Mr. Samuel expressed concern about the nation’s stagnating wages. He said the card-check legislation would help reverse the trend.
“Workers haven’t recovered from the previous recession,” he said. The card-check bill is “integral to fixing the economy,” he added. “If we are going to have a consumer-led recovery, workers are going to have to earn more.”
“Restoring the right to bargain is a key to fixing the economy,” Mr. Samuel added. “We’ve spoken to” Mr. Obama, he said, “and we think he sees it the same way.”
Currently, only 7.5 percent of the private-sector work force belongs to a union, roughly one-third of labor’s proportion of 25 years ago. But Mr. Samuel cited polling data showing that 54 percent of nonunion workers said they would join a union if they could.
“That translates into 60 million” potential new members, Mr. Samuel said.

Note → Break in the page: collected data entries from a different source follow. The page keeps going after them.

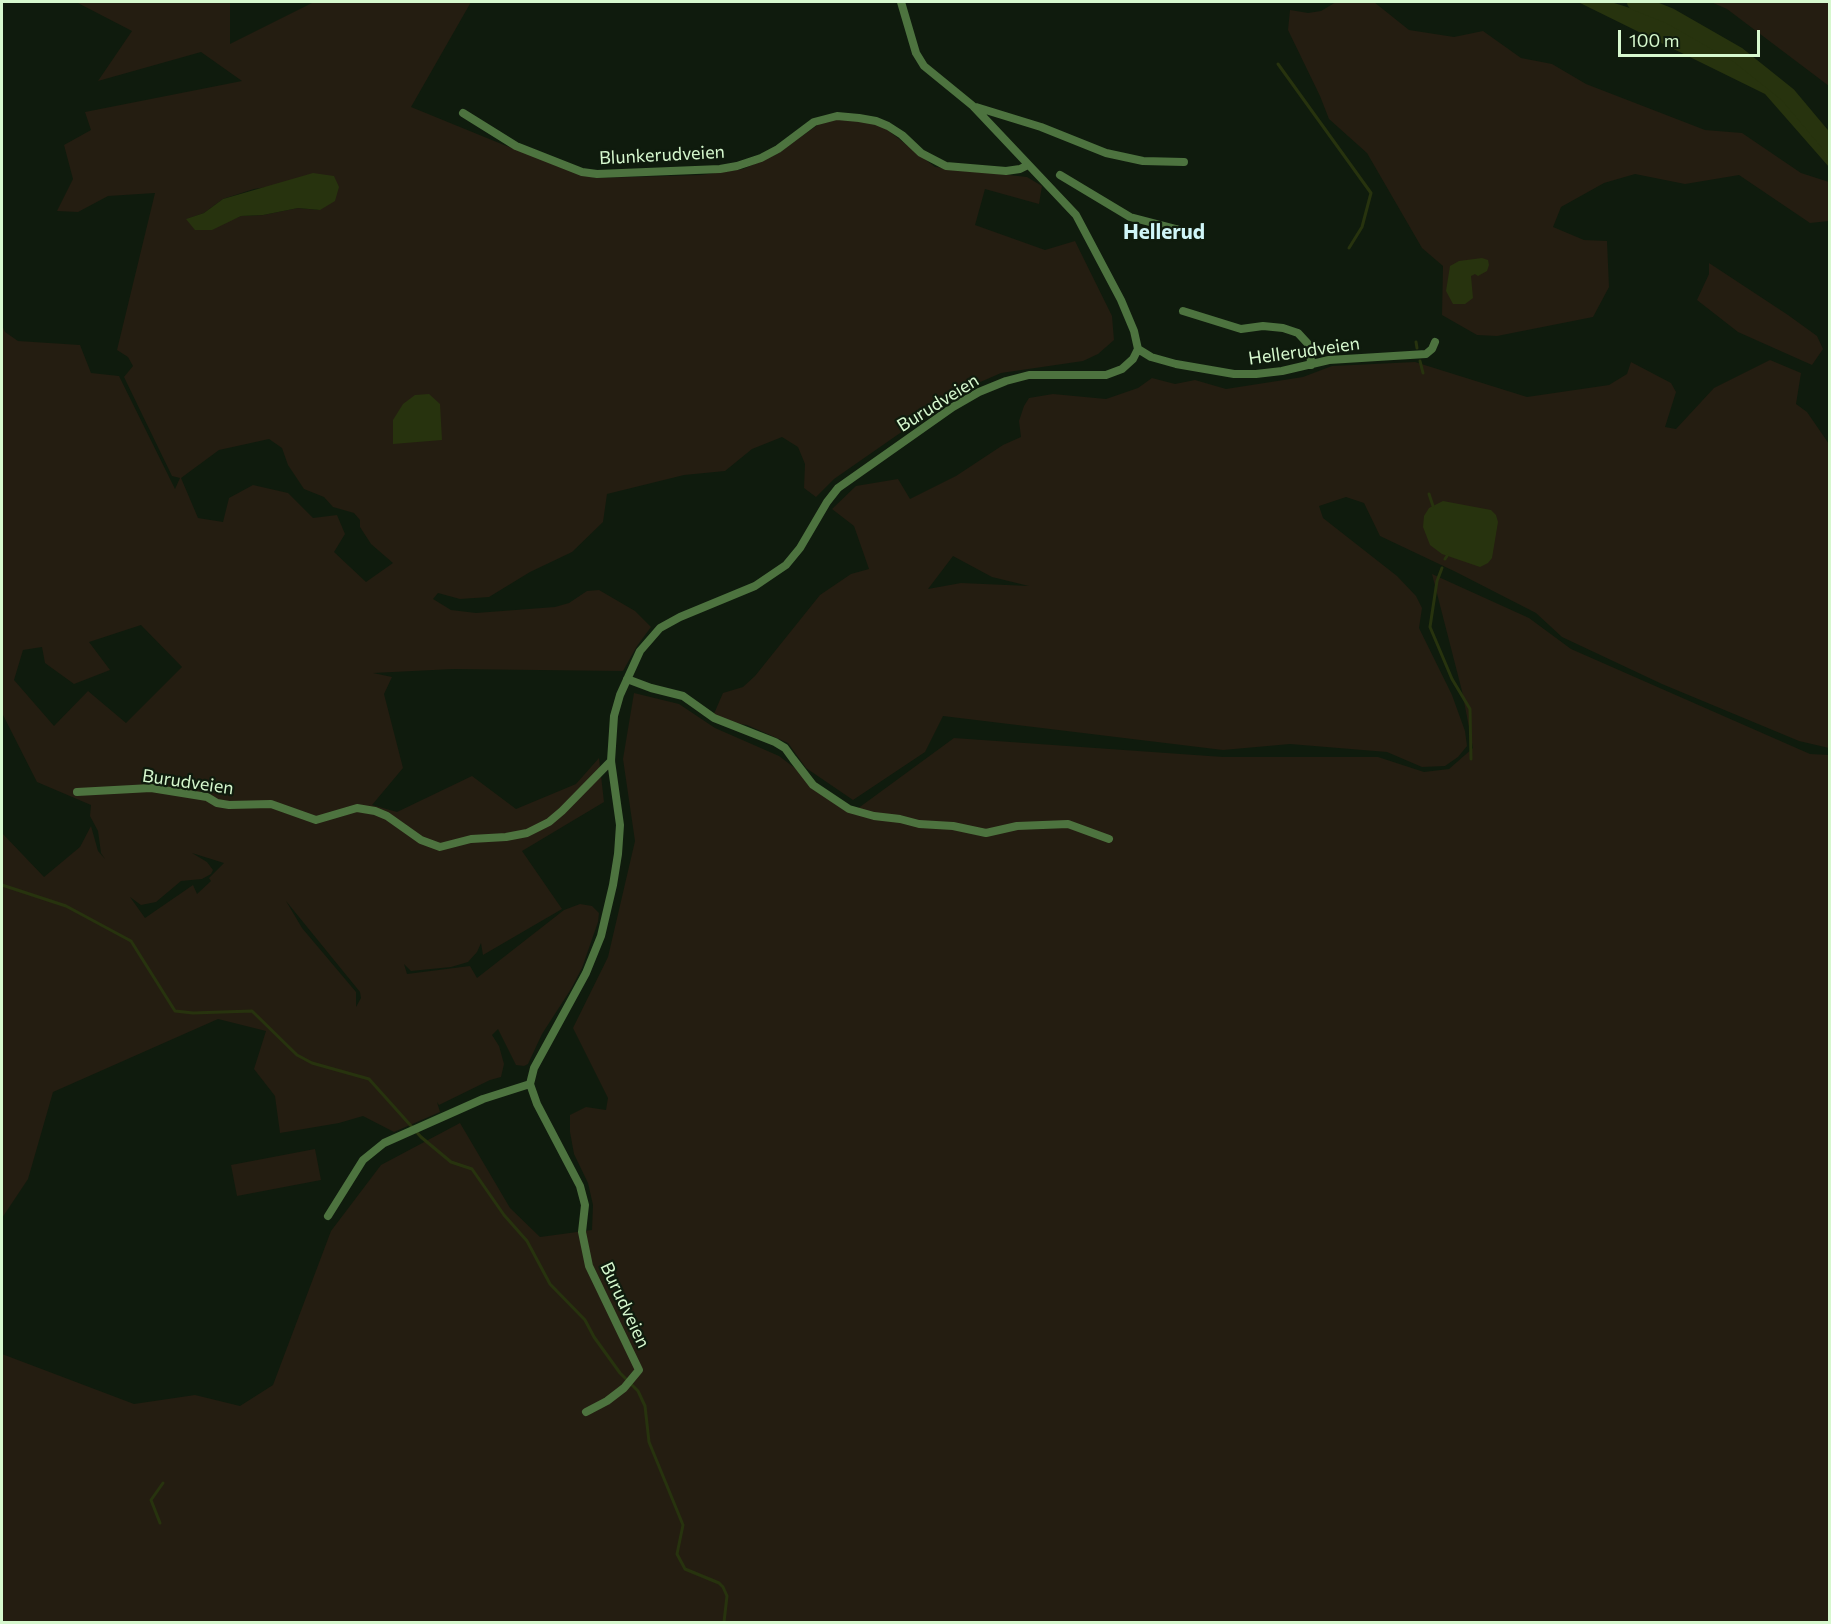 <!DOCTYPE html>
<style>
body{margin:0}
#map{position:relative;width:1831px;height:1624px;overflow:hidden;background:#0f1b0d;font-family:Commissioner,sans-serif}
canvas{display:block}
.frame{position:absolute;inset:0;border:3px solid #d6f8ce;pointer-events:none}
.scale{position:absolute;left:1618px;top:30px;width:142px;height:27px;box-sizing:border-box;border:3px solid #d6f8ce;border-top:0;padding-left:8px;font-size:18px;line-height:21px;white-space:nowrap;color:#d6f8ce;-webkit-text-stroke:4px #0f1b0d;paint-order:stroke}
</style>
<div id="map">
<canvas width="1831" height="1624"></canvas>
<div class="frame"></div>
<div class="scale">100 m</div>
</div>
<script>
const ctx = document.querySelector('canvas').getContext('2d');
ctx.lineJoin = 'round';
function fill(path, color) {
  ctx.fillStyle = color;
  ctx.fill(path, 'evenodd');
}
function shape(rows) {
  const path = new Path2D();
  for (const r of rows) {
    path.moveTo(r[0], r[1]);
    for (let i = 2; i < r.length; i += 2) path.lineTo(r[i], r[i + 1]);
  }
  return path;
}
function trace(path, color, width, dash) {
  ctx.strokeStyle = color;
  ctx.lineWidth = width;
  ctx.lineCap = dash ? 'butt' : 'round';
  ctx.setLineDash(dash || []);
  ctx.stroke(path);
}
function write(font, color, halo, rows, align = 'center') {
  ctx.font = font + ' Commissioner,sans-serif';
  ctx.lineWidth = 4.5;
  ctx.setLineDash([]);
  ctx.textBaseline = 'middle';
  ctx.strokeStyle = halo;
  ctx.fillStyle = color;
  for (const [text, x, y, turn = 0] of rows) {
    ctx.save();
    ctx.translate(x, y);
    ctx.rotate((+turn || 0) * Math.PI / 180);
    ctx.textAlign = isNaN(turn) ? turn : align;
    if (halo) ctx.strokeText(text, 0, 0);
    ctx.fillText(text, 0, 0);
    ctx.restore();
  }
}
fill(shape([
 [76,2,230,2,230,44,312,3,471,2,411,107,504,145,596,178,701,175,743,169,777,154,819,124,840,118,876,121,935,167,1027,177,1042,186,1039,204,985,189,975,225,1045,250,1075,241,1112,316,1114,340,1098,354,1083,361,1001,373,962,390,834,479,816,497,804,488,805,464,798,447,782,437,752,449,725,471,684,475,607,494,603,522,572,552,530,572,489,597,460,599,438,593,433,599,451,610,476,613,555,607,569,603,587,591,599,590,635,611,651,627,637,646,623,671,453,669,373,673,392,677,384,694,403,768,372,805,397,812,472,776,516,809,576,784,599,758,604,802,522,851,562,909,483,955,481,943,477,952,468,962,451,967,411,971,404,964,407,974,470,966,477,978,564,910,580,904,592,906,599,913,598,922,582,968,571,989,542,1034,528,1064,524,1066,516,1065,498,1029,492,1035,499,1046,504,1064,501,1077,490,1080,439,1105,437,1102,440,1112,394,1132,363,1116,339,1123,280,1133,275,1096,254,1069,266,1031,218,1019,53,1092,28,1179,2,1218,2,833,44,877,80,847,91,826,98,851,105,859,101,853,98,831,90,816,91,805,37,782,2,713,2,325,5,332,18,341,80,345,91,373,119,376,175,489,180,478,172,476,124,377,133,366,128,357,117,350,155,193,108,196,78,212,57,211,73,179,64,145,91,130,85,112,242,81,201,52,98,81,132,31],
 [274,186,320,210,298,208,263,215,241,216,231,220,187,219,204,213,223,199,254,189],
 [269,439,282,448,288,465,304,489,324,497,333,507,354,513,360,520,360,527,371,544,393,563,366,582,334,552,345,534,337,515,313,518,288,493,253,485,229,498,223,522,198,518,181,478,219,450],
 [141,625,182,667,126,723,88,691,54,726,14,680,23,650,42,647,45,663,74,684,110,670,89,642],
 [192,853,224,863,209,878,211,881,197,894,193,885,145,918,130,897,141,905,156,902,181,881,202,879,211,874,213,870,207,862],
 [286,901,360,992,361,998,356,1007,356,992,302,928],
 [1336,2,1374,2,1409,30,1454,37,1483,31,1521,58,1552,64,1586,84,1705,130,1742,133,1801,173,1829,182,1829,221,1810,223,1739,175,1685,184,1635,174,1604,183,1561,207,1553,227,1584,240,1607,241,1609,287,1593,317,1497,336,1477,335,1442,315,1443,266,1422,248,1367,153,1329,119,1320,96,1288,30,1290,10,1308,13,1321,11],
 [1711,2,1829,2,1829,86,1727,9],
 [1709,263,1788,315,1817,336,1823,349,1812,365,1738,332,1697,300,1709,274],
 [1770,360,1801,373,1796,404,1807,412,1829,444,1829,748,1799,741,1662,684,1562,637,1536,613,1456,572,1380,536,1364,503,1346,497,1319,506,1323,518,1397,576,1416,596,1422,608,1419,628,1452,695,1465,731,1467,746,1458,757,1445,766,1422,767,1387,752,1290,744,1223,750,943,716,925,752,853,800,806,768,788,743,747,725,734,723,713,716,723,693,743,687,755,676,820,595,851,574,869,569,854,526,832,509,856,486,898,479,910,499,956,476,1003,445,1021,437,1019,421,1024,406,1029,398,1053,394,1106,399,1138,388,1152,378,1175,384,1195,380,1226,389,1303,377,1332,366,1415,362,1527,397,1609,385,1627,374,1631,362,1671,383,1676,392,1665,427,1676,429,1714,388],
 [953,556,992,577,1029,586,961,583,928,589],
 [1432,574,1529,618,1571,649,1810,754,1829,755,1829,1622,2,1622,2,1354,134,1404,195,1395,240,1406,273,1385,331,1231,381,1165,460,1123,510,1208,540,1237,592,1230,593,1205,588,1183,574,1154,570,1132,570,1115,586,1107,606,1110,608,1098,573,1028,608,957,635,841,623,759,634,693,679,704,715,728,779,756,853,812,954,738,1223,757,1378,757,1424,772,1449,769,1473,748,1462,691],
 [315,1149,321,1180,237,1196,231,1165]
]), '#241d11');
fill(shape([
 [1578,2,1611,2,1671,21,1764,79,1829,142,1829,167,1765,94],
 [313,173,334,176,339,187,335,201,320,210,298,208,263,215,241,216,212,230,195,230,186,219,204,213,223,199],
 [1482,258,1488,260,1489,265,1487,271,1478,276,1475,274,1471,276,1473,298,1465,304,1453,304,1446,291,1450,266,1459,261],
 [429,394,440,404,442,440,393,444,393,420,403,404,415,395],
 [1443,501,1491,510,1496,515,1498,522,1492,558,1488,563,1480,567,1442,554,1430,545,1423,527,1424,516,1429,508]
]), '#27330e');
trace(shape([
 [1278,64,1371,193,1362,227,1349,248],
 [1416,342,1417,348],
 [1420,361,1423,373],
 [1429,494,1433,506],
 [1445,559,1447,556],
 [1442,568,1437,581,1430,627,1452,679,1470,709,1471,759],
 [2,885,66,906,131,941,175,1011,193,1013,252,1011,297,1055,312,1063,369,1079,421,1137,451,1162,472,1169,504,1215,527,1241,550,1284,585,1320,594,1337,620,1373,638,1391,645,1406,649,1442,683,1525,677,1554,685,1569,719,1583,723,1587,727,1596,724,1622],
 [160,1523,151,1500,163,1483]
]), '#27330e', 3);
trace(shape([
 [1635,2,1670,16,1738,55,1788,95,1830,145]
]), '#27330e', 16);
trace(shape([
 [976,107,1041,127,1106,153,1143,161,1184,162],
 [463,113,516,146,582,172,597,174,720,169,737,166,761,158,778,149,814,122,837,116,859,118,876,121,888,126,902,135,921,153,946,166,1006,171,1020,169,1028,165],
 [1060,175,1130,217,1180,230],
 [1183,311,1241,329,1263,326,1283,328,1298,333,1310,346,1311,365],
 [1138,349,1151,357,1176,364,1234,374,1256,374,1282,371,1329,360,1426,354,1432,349,1435,342],
 [627,679,651,688,683,696,714,718,775,742,785,748,793,759,813,785,849,809,874,816,900,819,919,824,953,826,986,833,1017,826,1068,824,1109,839],
 [77,792,151,788,207,797,217,803,229,805,271,804,316,820,357,808,375,811,387,816,421,840,440,847,471,839,506,837,527,833,549,822,562,811,611,761],
 [328,1216,363,1160,384,1143,483,1099,530,1084],
 [586,1412,607,1401,624,1388,639,1370,589,1266,582,1232,585,1205,580,1186,537,1104,530,1084,534,1068,586,973,601,936,613,885,618,854,620,825,611,761,614,716,620,695,640,651,660,628,680,617,755,586,786,565,800,548,827,502,838,488,953,407,979,392,1006,381,1029,375,1106,375,1122,369,1133,359,1138,349,1134,331,1121,300,1076,215,973,106,924,66,916,53,901,2]
]), '#4d733f', 8);
write('18px', '#d6f8ce', '#0f1b0d', [
 ["Blunkerudveien",662,155,-3],
 ["Hellerudveien",1304,351,-8],
 ["Burudveien",938,403,-32],
 ["Burudveien",188,782,8],
 ["Burudveien",625,1305,65]
]);
write('bold 21px', '#d0f6f8', '#0f1b0d', [
 ["Hellerud",1164,232]
]);
</script>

A reasonable goal if the card-check legislation becomes law, he added, would be to return union membership to the 35 percent portion of the labor force that prevailed during the 1950s.
Business organizations strongly oppose card-check legislation and have made clear in pos-telection forums that they would fight it vigorously. “This is not the time and certainly not the issue to build a relationship,” National Association of Manufacturers President John Engler said the day after the election. “Destruction of the secret ballot is not a positive thing.”